> _Dataset records_:
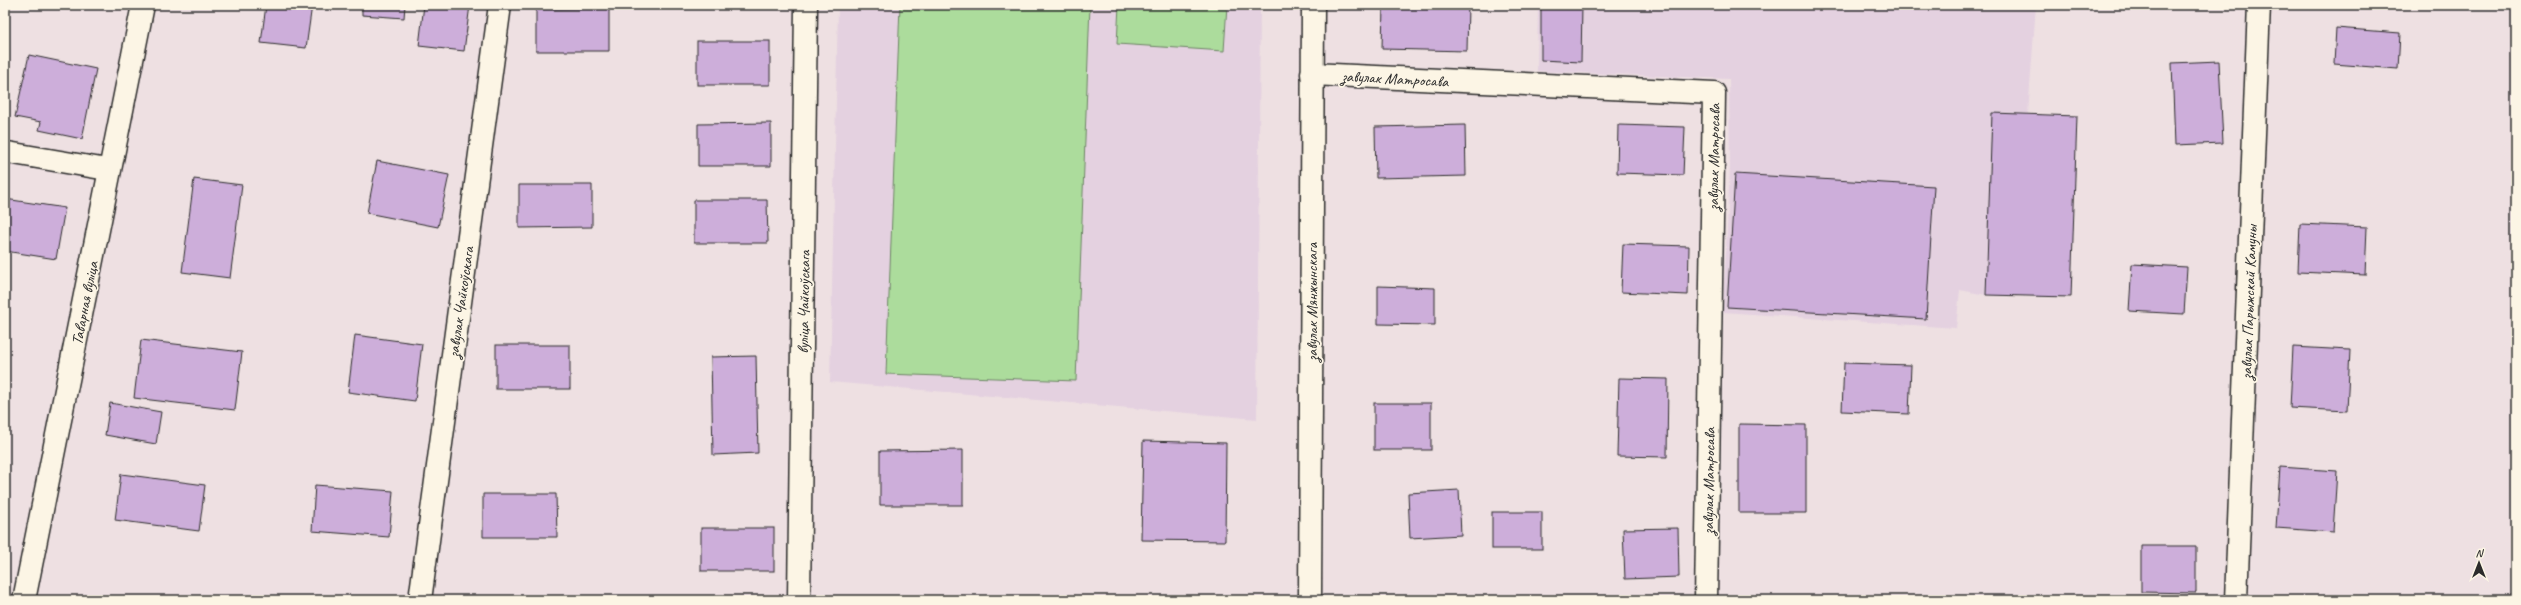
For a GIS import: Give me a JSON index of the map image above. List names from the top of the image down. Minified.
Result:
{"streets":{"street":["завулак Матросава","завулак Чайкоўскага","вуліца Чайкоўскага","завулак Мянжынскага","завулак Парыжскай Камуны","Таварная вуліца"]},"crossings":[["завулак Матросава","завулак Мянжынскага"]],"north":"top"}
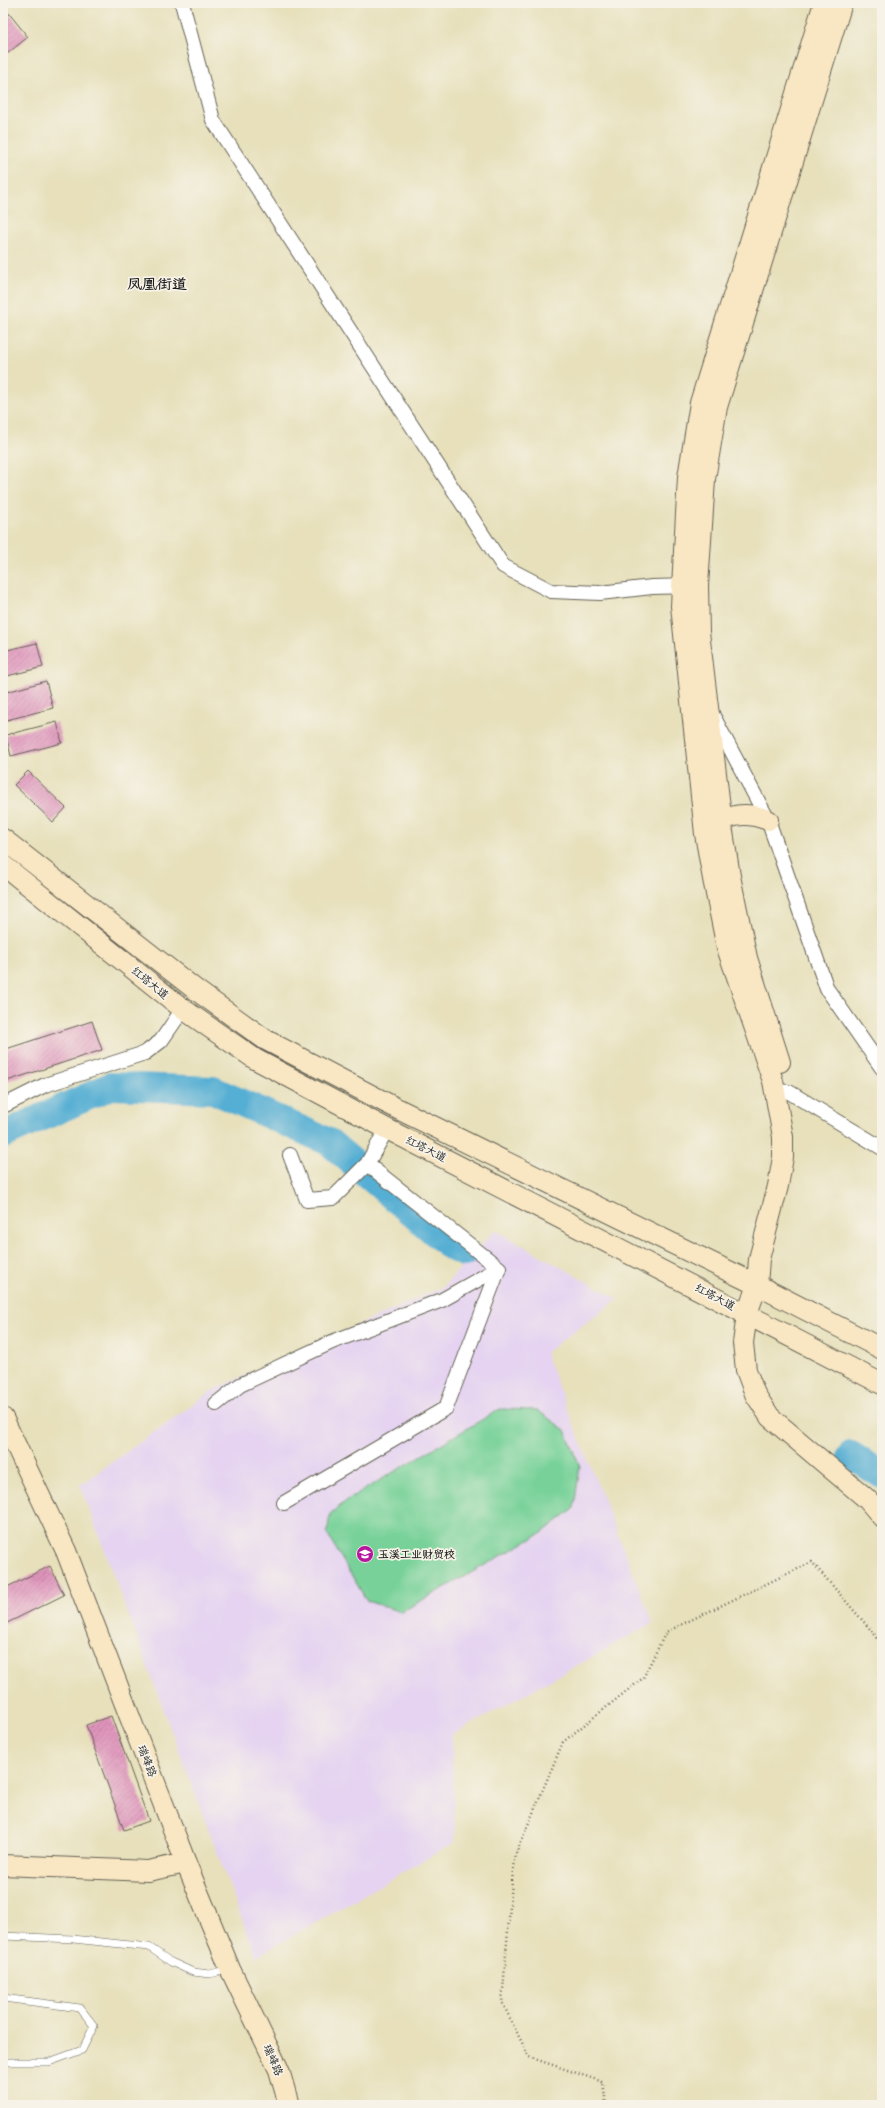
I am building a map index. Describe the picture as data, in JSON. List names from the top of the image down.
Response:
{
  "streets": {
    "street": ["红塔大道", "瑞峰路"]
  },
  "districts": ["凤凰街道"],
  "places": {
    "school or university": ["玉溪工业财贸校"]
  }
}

* * *

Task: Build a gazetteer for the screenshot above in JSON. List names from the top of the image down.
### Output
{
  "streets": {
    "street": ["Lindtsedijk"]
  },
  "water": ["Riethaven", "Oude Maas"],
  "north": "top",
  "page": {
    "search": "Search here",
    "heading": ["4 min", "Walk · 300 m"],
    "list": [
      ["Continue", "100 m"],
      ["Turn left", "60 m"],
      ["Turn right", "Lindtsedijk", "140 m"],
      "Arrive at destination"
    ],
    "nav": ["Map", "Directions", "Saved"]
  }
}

...

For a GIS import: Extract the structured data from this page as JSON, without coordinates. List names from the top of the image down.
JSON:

> _Exercise_: Print, exactly and with no pictures, the lines of the listing above starting at the one that has "For a GIS import: Give" and ending at the one that has "I am building", both included.

> _Response to this task_:
For a GIS import: Give me a JSON index of the map image above. List names from the top of the image down. Minified.
Result:
{"streets":{"street":["завулак Матросава","завулак Чайкоўскага","вуліца Чайкоўскага","завулак Мянжынскага","завулак Парыжскай Камуны","Таварная вуліца"]},"crossings":[["завулак Матросава","завулак Мянжынскага"]],"north":"top"}
I am building a map index. Describe the picture as data, in JSON. List names from the top of the image down.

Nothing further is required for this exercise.